Axial Attention Simplified

Below is illustrative pseudo-code comparing traditional (vanilla) 2D self-attention vs. axial attention for a batch of 2D feature maps (e.g., an image). We’ll assume:

  • Input $\mathbf{X}$ has shape $(B, H, W, d)$
    • $B$: Batch size
    • $H$: Height
    • $W$: Width
    • $d$: Feature (embedding) dimension per spatial location

We will show:

  1. Vanilla 2D self-attention – Flatten the 2D grid $(H \times W)$ into one dimension of length $N = H \times W$, and then compute full self-attention.
  2. Axial attention – Factor the attention into a “row” step (attending across width $W$) and then a “column” step (attending across height $H$).

1. Vanilla 2D Self-Attention

Key Idea

  1. Reshape the $(H, W)$ grid into one sequence of length $N = H \times W$.
  2. Compute standard (multi-head) self-attention over those $N$ tokens.
  3. Reshape back to $(H, W)$.

Pseudo-Code

##################################################
# VANILLA 2D SELF-ATTENTION
##################################################

# X.shape = (B, H, W, d)
# Flatten 2D grid into a single dimension
N = H * W
X_flat = reshape(X, (B, N, d))  # Now each item is a "token"

# Create learnable projection matrices Wq, Wk, Wv (d x d) for queries, keys, values
# (For multi-head attention, you'd split d into multiple heads, but here is a single-head illustration)

Q = X_flat @ Wq   # (B, N, d)
K = X_flat @ Wk   # (B, N, d)
V = X_flat @ Wv   # (B, N, d)

# Compute attention scores: QK^T / sqrt(d)
scores = Q @ transpose(K, (0, 2, 1))  # (B, N, N)
scores = scores / sqrt(d)

# Softmax over the last dimension
weights = softmax(scores, dim=-1)  # (B, N, N)

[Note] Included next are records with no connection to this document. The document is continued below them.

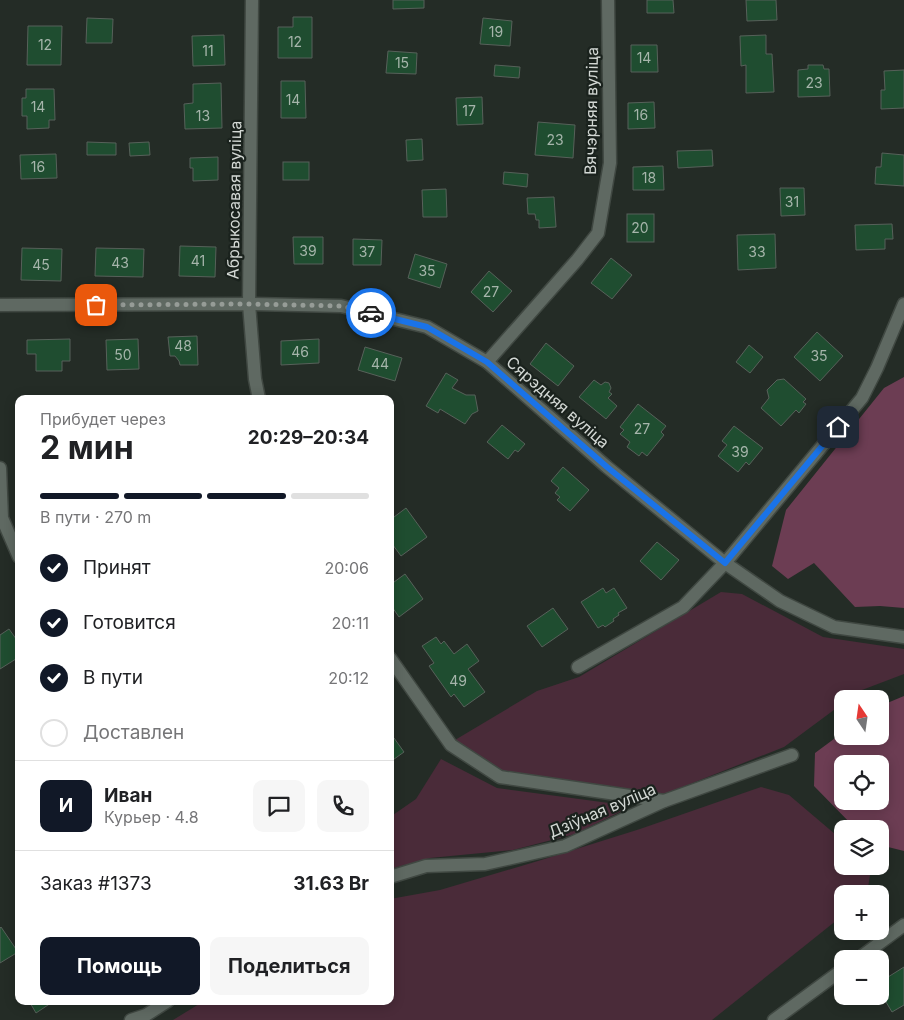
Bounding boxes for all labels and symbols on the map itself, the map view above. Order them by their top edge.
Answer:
house number: 19 [489,23,503,40]
house number: 12 [288,33,302,50]
house number: 12 [38,36,52,53]
house number: 11 [202,42,214,59]
street label: Вячэрняя вуліца [580,47,602,175]
house number: 14 [637,49,651,66]
house number: 15 [395,54,409,71]
house number: 23 [805,74,823,91]
house number: 14 [286,91,300,108]
house number: 14 [31,98,45,115]
house number: 17 [462,102,476,119]
house number: 16 [634,106,648,123]
house number: 13 [196,107,210,124]
street label: Абрыкосавая вуліца [223,121,245,279]
house number: 23 [546,131,564,148]
house number: 16 [31,158,45,175]
house number: 18 [642,169,656,186]
house number: 31 [785,193,799,210]
house number: 20 [631,219,649,236]
house number: 39 [299,242,317,259]
house number: 37 [359,243,375,260]
house number: 33 [748,243,766,260]
house number: 41 [191,252,205,269]
house number: 43 [111,254,129,271]
house number: 45 [32,256,50,273]
house number: 35 [418,262,436,279]
house number: 27 [483,283,499,300]
pin [75,284,117,326]
courier [346,288,396,338]
house number: 48 [174,337,192,354]
house number: 46 [291,343,309,360]
house number: 50 [114,346,132,363]
house number: 35 [810,347,828,364]
street label: Сярэдняя вуліца [502,352,614,452]
house number: 44 [371,355,389,372]
pin [817,406,859,448]
house number: 27 [634,420,650,437]
house number: 39 [731,443,749,460]
house number: 49 [449,672,467,689]
north arrow [834,690,889,745]
street label: Дзіўная вуліца [545,778,659,842]

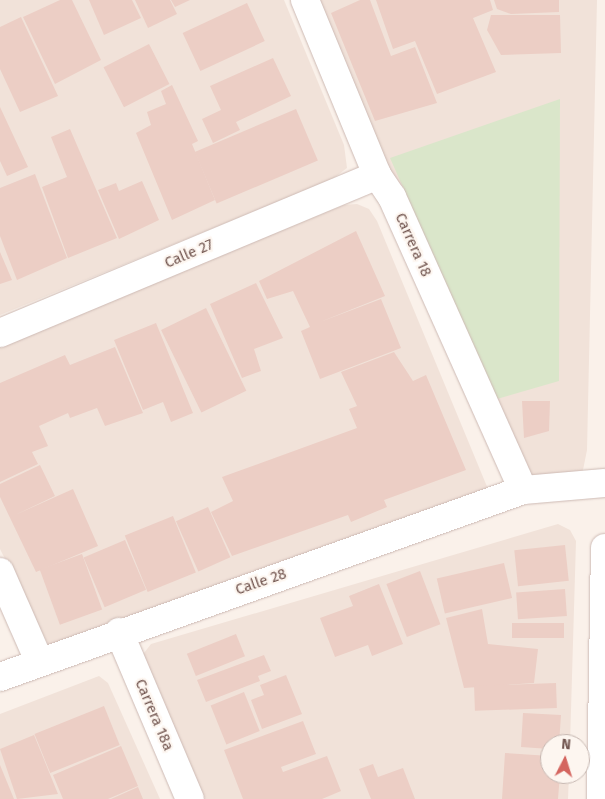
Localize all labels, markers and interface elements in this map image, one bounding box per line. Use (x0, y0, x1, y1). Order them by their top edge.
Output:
street label: Carrera 18 (391, 210, 435, 280)
street label: Calle 27 (162, 236, 216, 272)
street label: Calle 28 (233, 565, 289, 599)
street label: Carrera 18a (131, 676, 177, 754)
north arrow (540, 734, 590, 784)
text: N (561, 736, 572, 753)

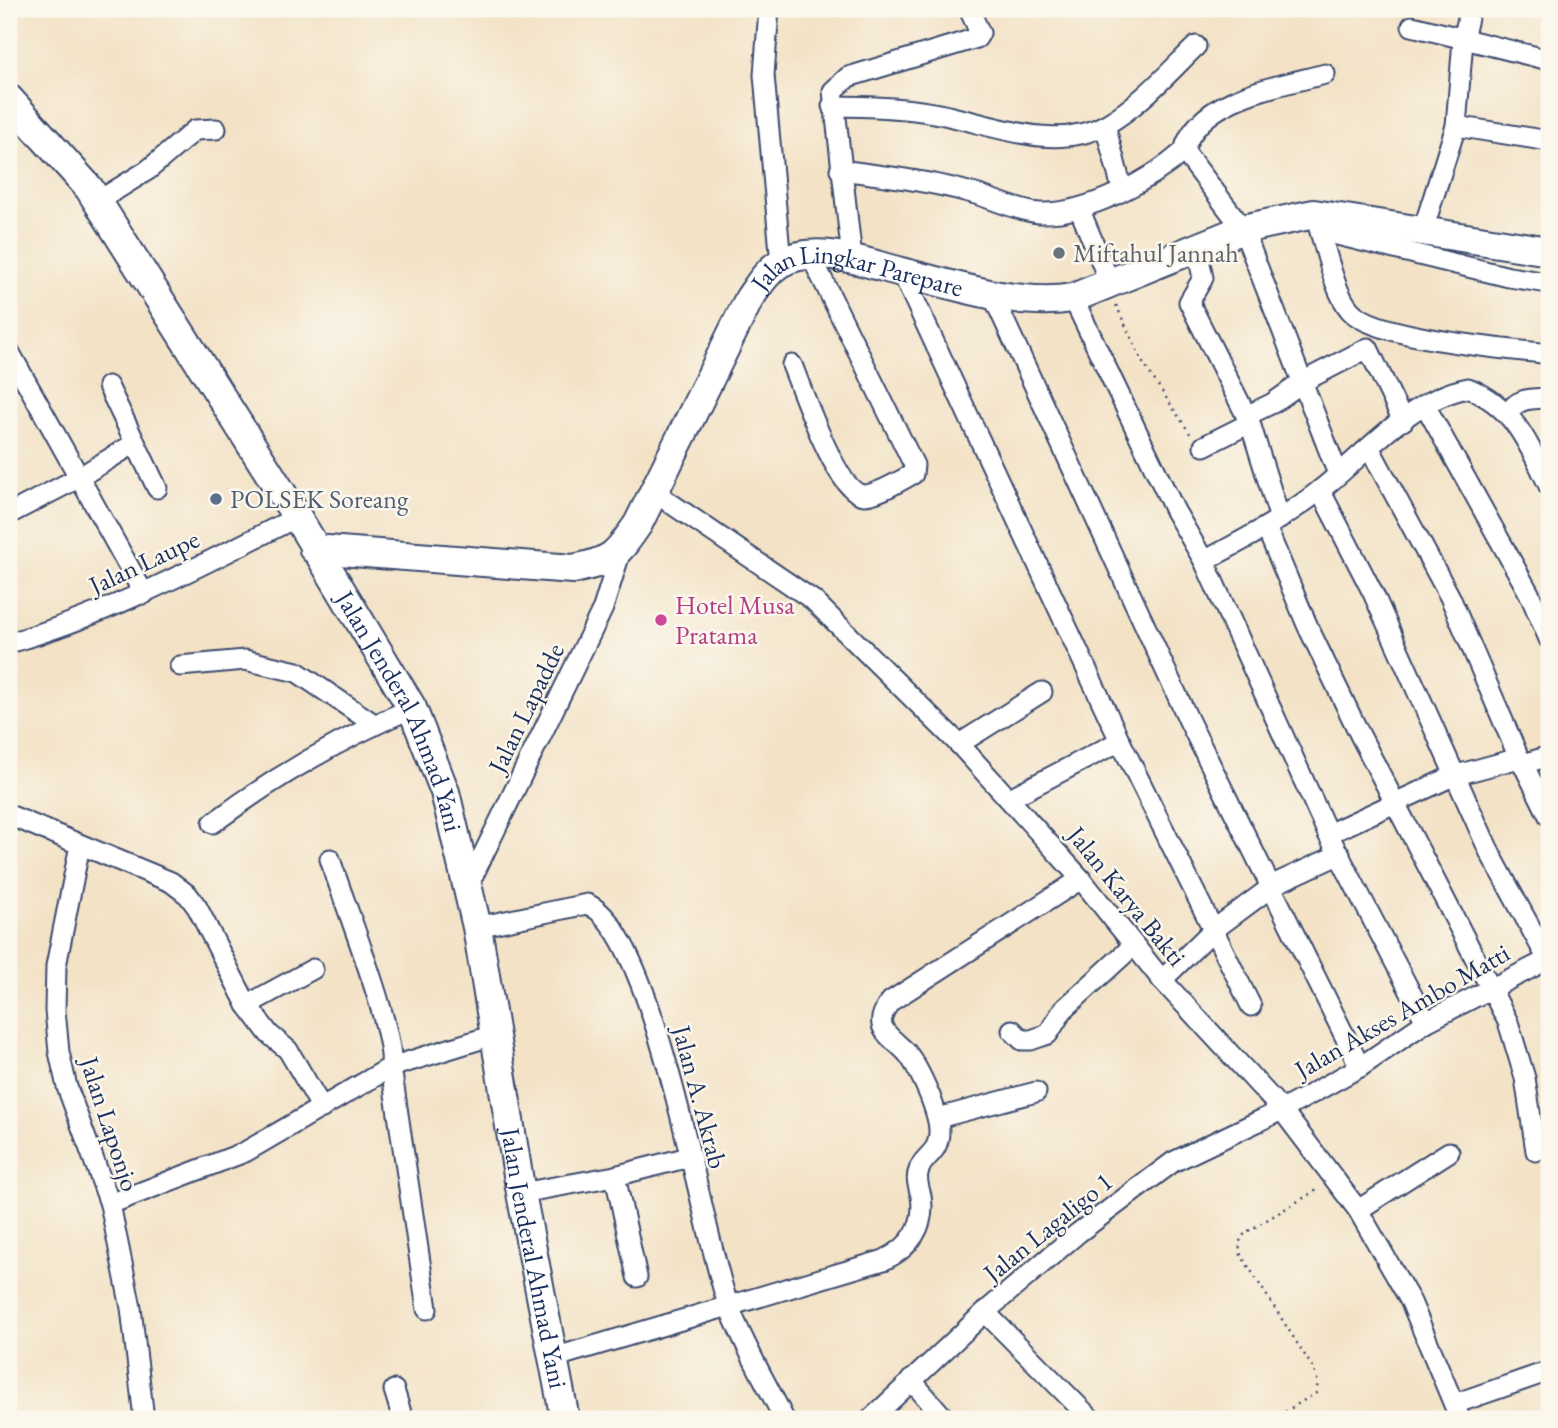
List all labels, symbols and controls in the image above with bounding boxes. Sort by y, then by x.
place label: Miftahul Jannah [1073,236,1239,270]
text: Jalan Lingkar Parepare [742,237,967,304]
marker: Miftahul Jannah [1051,245,1067,261]
street label: Jalan Lingkar Parepare [750,276,974,314]
place label: POLSEK Soreang [230,482,409,516]
marker: POLSEK Soreang [208,491,224,507]
street label: Jalan Laupe [82,522,205,603]
street label: Jalan Jenderal Ahmad Yani [327,583,471,835]
place label: Hotel Musa Pratama [675,588,795,652]
marker: Hotel Musa Pratama [653,612,669,628]
street label: Jalan Lapadde [479,638,572,780]
street label: Jalan Karya Bakti [1059,818,1194,973]
street label: Jalan Akses Ambo Matti [1287,936,1516,1087]
street label: Jalan A. Akrab [664,1020,735,1172]
street label: Jalan Laponjo [72,1051,148,1195]
street label: Jalan Jenderal Ahmad Yani [493,1123,576,1391]
street label: Jalan Lagaligo 1 [975,1165,1119,1291]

# Multiply by V to get the output
out = weights @ V  # (B, N, d)

# Reshape the output back to (B, H, W, d)
X_out = reshape(out, (B, H, W, d))
  • Memory/Compute Complexity roughly $O(N^2 \cdot d)$ = $O((HW)^2 \cdot d)$.
  • For large $H,W$, this becomes very expensive.

2. Axial Attention

Key Idea

  1. Perform attention across rows (the width dimension, $W$) for each of the $H$ rows, independently.
  2. Then perform attention across columns (the height dimension, $H$) for each of the $W$ columns, independently.
  3. Each step is effectively 1D self-attention, so the cost scales like $O(H \cdot W^2 + W \cdot H^2)$ instead of $O(H^2 W^2)$.

Step-by-Step Diagram

  1. Row Attention
    • Treat each row of length $W$ as a 1D sequence.
    • Compute attention over that sequence, for all $H$ rows.
  2. Column Attention
    • Next, treat each column of length $H$ as a 1D sequence.
    • Compute attention over that sequence, for all $W$ columns.

Pseudo-Code

##################################################
# AXIAL ATTENTION
##################################################

# X.shape = (B, H, W, d)

# 1. ROW ATTENTION: Attend across the width dimension (W)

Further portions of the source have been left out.